Kotlin on Apache Hive – Intro

Why am I doing this?

For the most part, Hive has been a great way of keeping data engineering and analytics code as friendly and immediately usable as possible for less technical colleagues.  However, as your basic model grows, it will almost never be enough to use only simple HiveQL to both scale and get across the product finish line as quickly and often as possible.  As such, Kotlin has (so far!) been a pretty nice way to start extending functionality via Hive UDFs in a safe, easy, and fast way.  It’s also significantly easier to test with!

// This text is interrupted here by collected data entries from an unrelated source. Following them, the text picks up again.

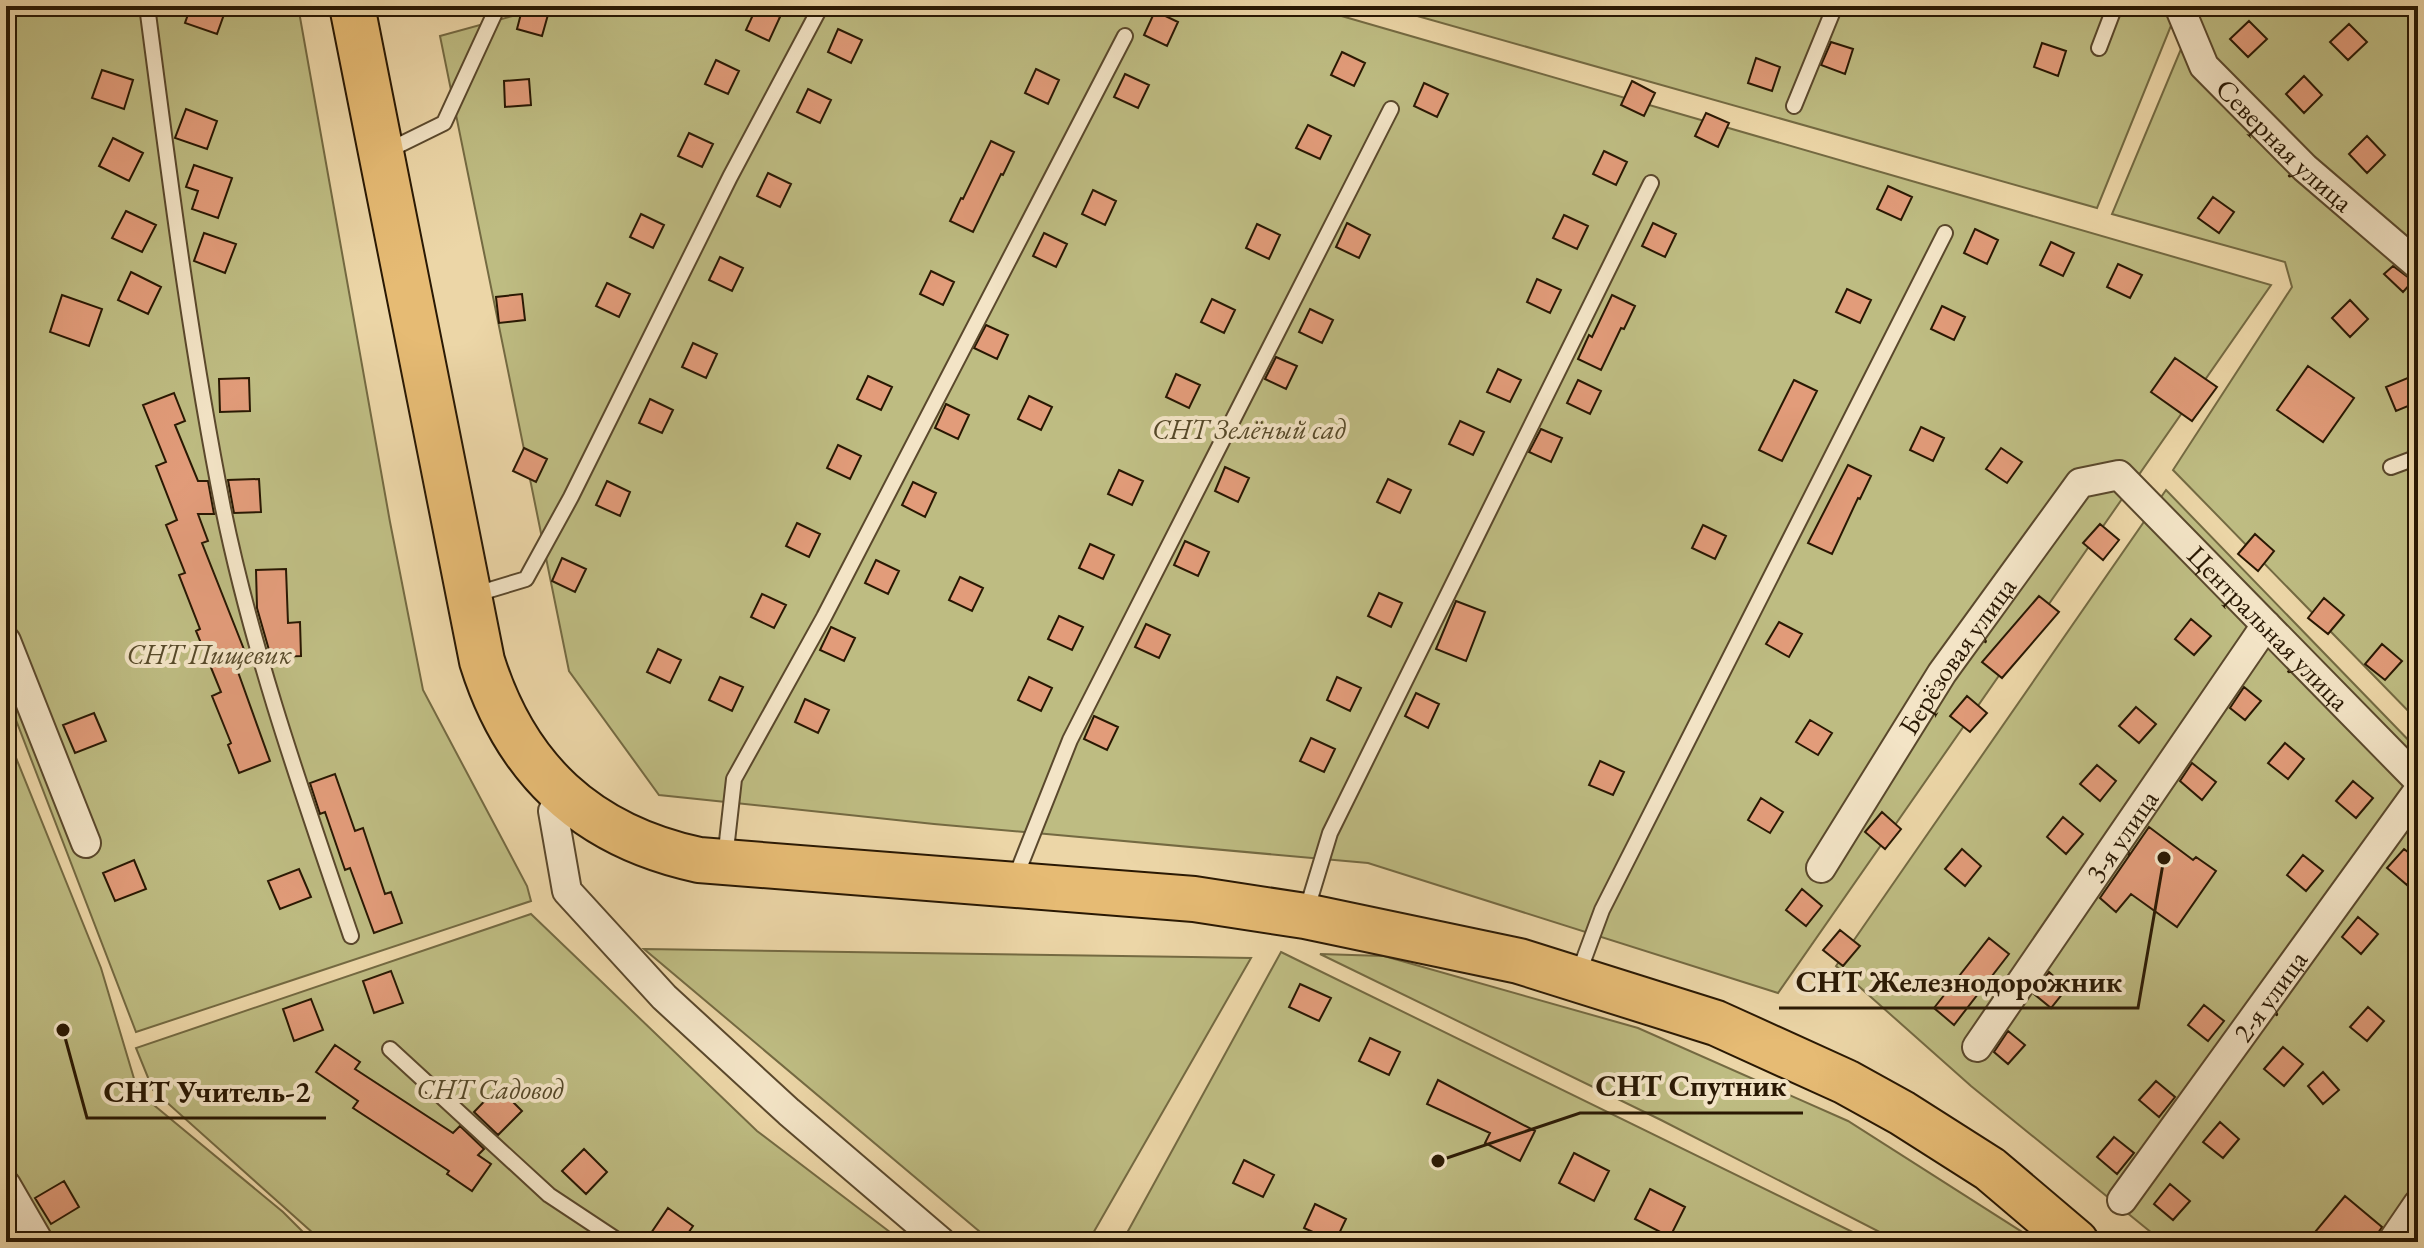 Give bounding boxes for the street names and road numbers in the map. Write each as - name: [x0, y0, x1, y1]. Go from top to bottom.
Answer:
- street label: Северная улица: [2208, 71, 2362, 220]
- street label: Центральная улица: [2180, 537, 2358, 719]
- street label: Берёзовая улица: [1890, 569, 2024, 742]
- street label: 3-я улица: [2077, 782, 2167, 889]
- street label: 2-я улица: [2224, 942, 2316, 1049]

To organize my thoughts, I’m writing about a lot of the lessons I’ve learned and other random thoughts I’ve picked up while working Kotlin into a number of Hive projects.  Maybe someone else out there might even find this helpful too!

Setup

I’ve been working mostly with Hive on Amazon Elastic MapReduce on their 4.x releases.  This dictates the versions of Hive / Hadoop, but almost all of this should still apply if you’re running on different, newer versions internally.  Given that, these are the relevant specifications used for this demo:

  1. Apache Hive 1.0.0
    With some forward patches applied by Amazon when in EMR
  2. Apache Hadoop 2.6.0
    With some forward patches applied by Amazon when in EMR
  3. Kotlin 1.0.0
  4. Maven 3.2.1
  5. JDK 1.7.0_79
    Used for local builds / verification, but note Kotlin supports 1.6

What is a Hive UDF?

In Hive, a UDF (or User Defined Function) is an extension to the core HiveQL language that can be added at run-time via the JVM.  Hive adds many UDFs to itself depending on the exact version you’re running.  You may also add your own extensions by following a fairly simple process.

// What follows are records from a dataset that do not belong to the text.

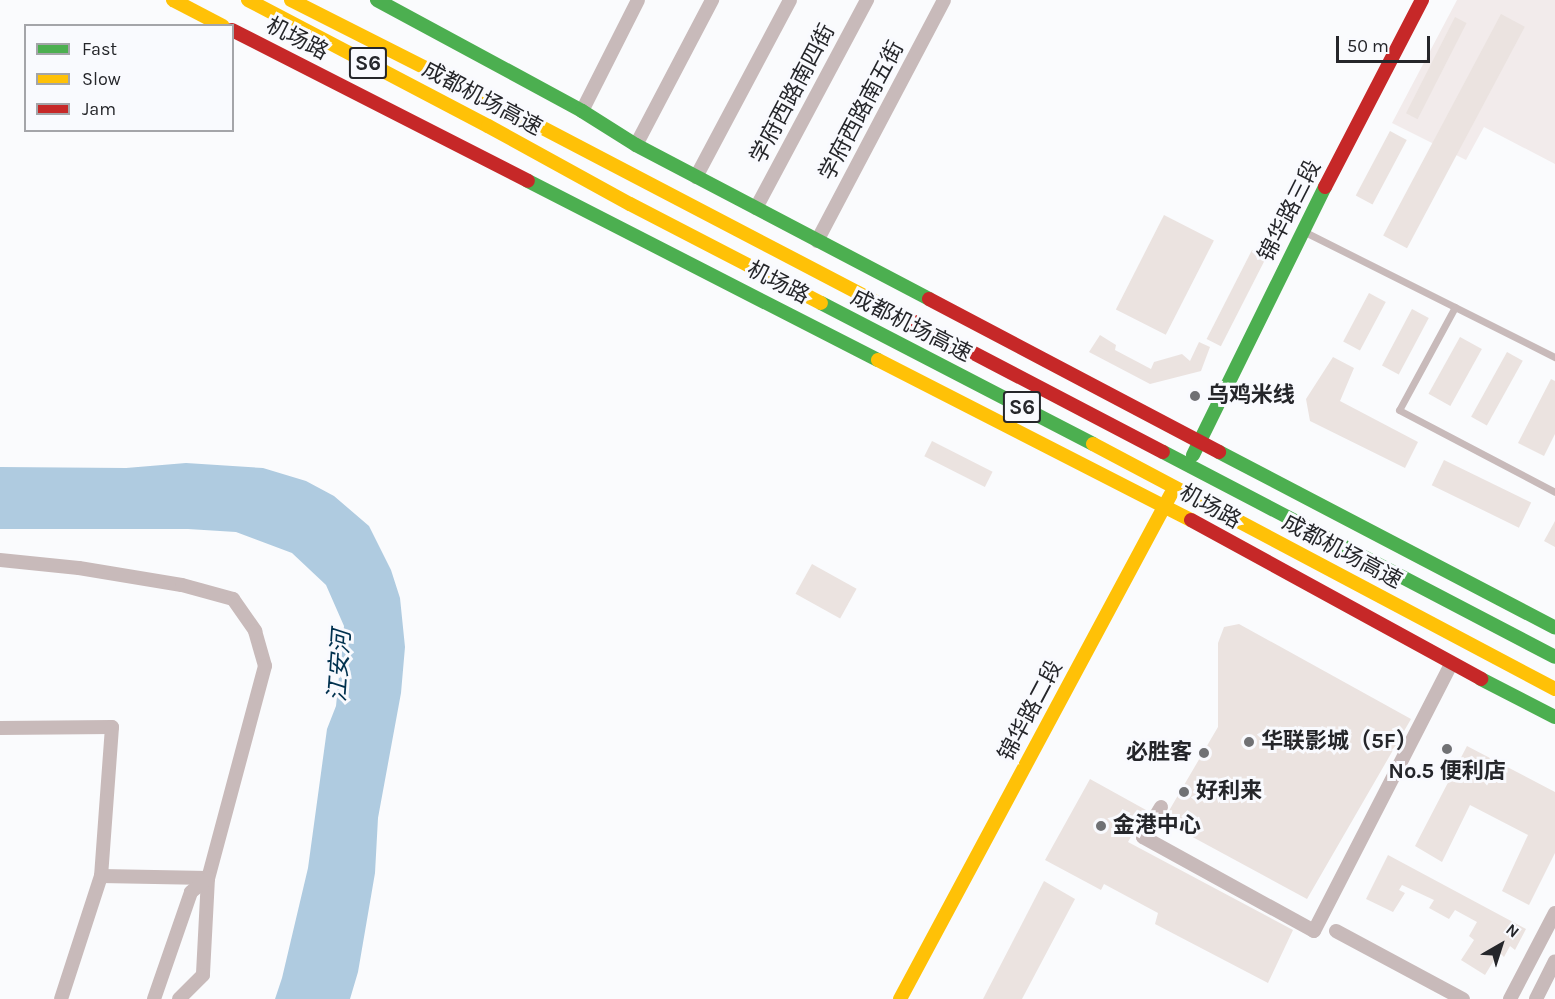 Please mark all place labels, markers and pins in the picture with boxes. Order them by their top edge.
place label: 乌鸡米线 [1207,383,1295,409]
marker: 乌鸡米线 [1188,389,1202,403]
place label: 华联影城（5F） [1261,729,1418,755]
marker: 华联影城（5F） [1242,735,1256,749]
place label: 必胜客 [1126,740,1192,766]
marker: No.5 便利店 [1440,742,1454,756]
marker: 必胜客 [1197,746,1211,760]
place label: No.5 便利店 [1388,759,1506,785]
place label: 好利来 [1196,779,1262,805]
marker: 好利来 [1177,785,1191,799]
place label: 金港中心 [1113,813,1201,839]
marker: 金港中心 [1094,819,1108,833]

Note that you may often see people applying a transform map/reduce step that passes to scripts outside of Hive (e.g., python).  This is not a UDF!  For example, this might look something like this:

SELECT 
  TRANSFORM(user_id, a, bunch, of, cols, from, some_table)
  USING 'python my_cool_script.py'
  AS (user_id, separated, output, cols, from, my_cool_script)
FROM some_table;

This is potentially super nice if you know nothing about writing, building, and deploying to the JVM (which admittedly can be confusing)!  And, in some cases, if what you want to do can be fully contained in a single transform script pass, then this can be a great solution.  However, also note that:

  1. Hive worker must de-serialize all data from its input into memory to start the job
  2. Hive worker must re-serialize all data to stdin of the transform script
  3. Transform script must de-serialize stdin stream in order to do its work
  4. Transform script must re-serialize all data to stdout to hand back to Hive worker
  5. Hive worker must de-serialize all data from stdout to memory to continue the query

Hopefully it is obvious that this is a bananas amount of overhead.  This means if you’re piping everything through a python (or similar) script just so that you can transform one column with a familiar library that Hive doesn’t appear to support (I have seen this a lot!), then this is a *wildly* and unnecessarily bananas amount of overhead.

Additionally, note that:

  1. Your service provider (e.g., EMR, internal ops) must supply the exact versions and set of libraries you need for whatever is running your scripts.  If they won’t or can’t change these, then you’ll be getting severely limited in how you can solve your problem.  Hive / Hadoop provides no means of doing this provisioning for you.  However, you can do your own provisioning by supplying your own jars!
  2. Your transform script’s platform may de-serialize many types in an inconsistent fashion with Hive (this is *very* difficult to track down once it has become a problem).  Additionally, (de-)serializing any complex types (e.g., structs, arrays) can be a headache to get just right when doing these exchanges.
  3. If your transform script has a problem, you *must* go to the individual worker log to get any details and not the job log.  On top of that, you must very much hope that your transform script’s engine is providing good details to stderr and not stdout, which many tools unfortunately do not honor.  This can be a very, very frustrating process for any user not deeply familiar with how a Hive deployment works.

The simplest UDF

To start, lets build the simplest possible scalar UDF function so that we can create an end-to-end path for additional development.  In this case, I’m going to use the term ‘scalar’ to mean it operates in the context of a single and never across multiple rows in any way by either emitting or consuming multiple rows of data.  This does not mean that the input or output of the UDF can’t be something like an list or map of data.  It just means that that list or map would be a complex typed column of that singular row of data and not something that spans multiple rows in the table.  These would have to be exploded out prior to being fed into something like an aggregation function.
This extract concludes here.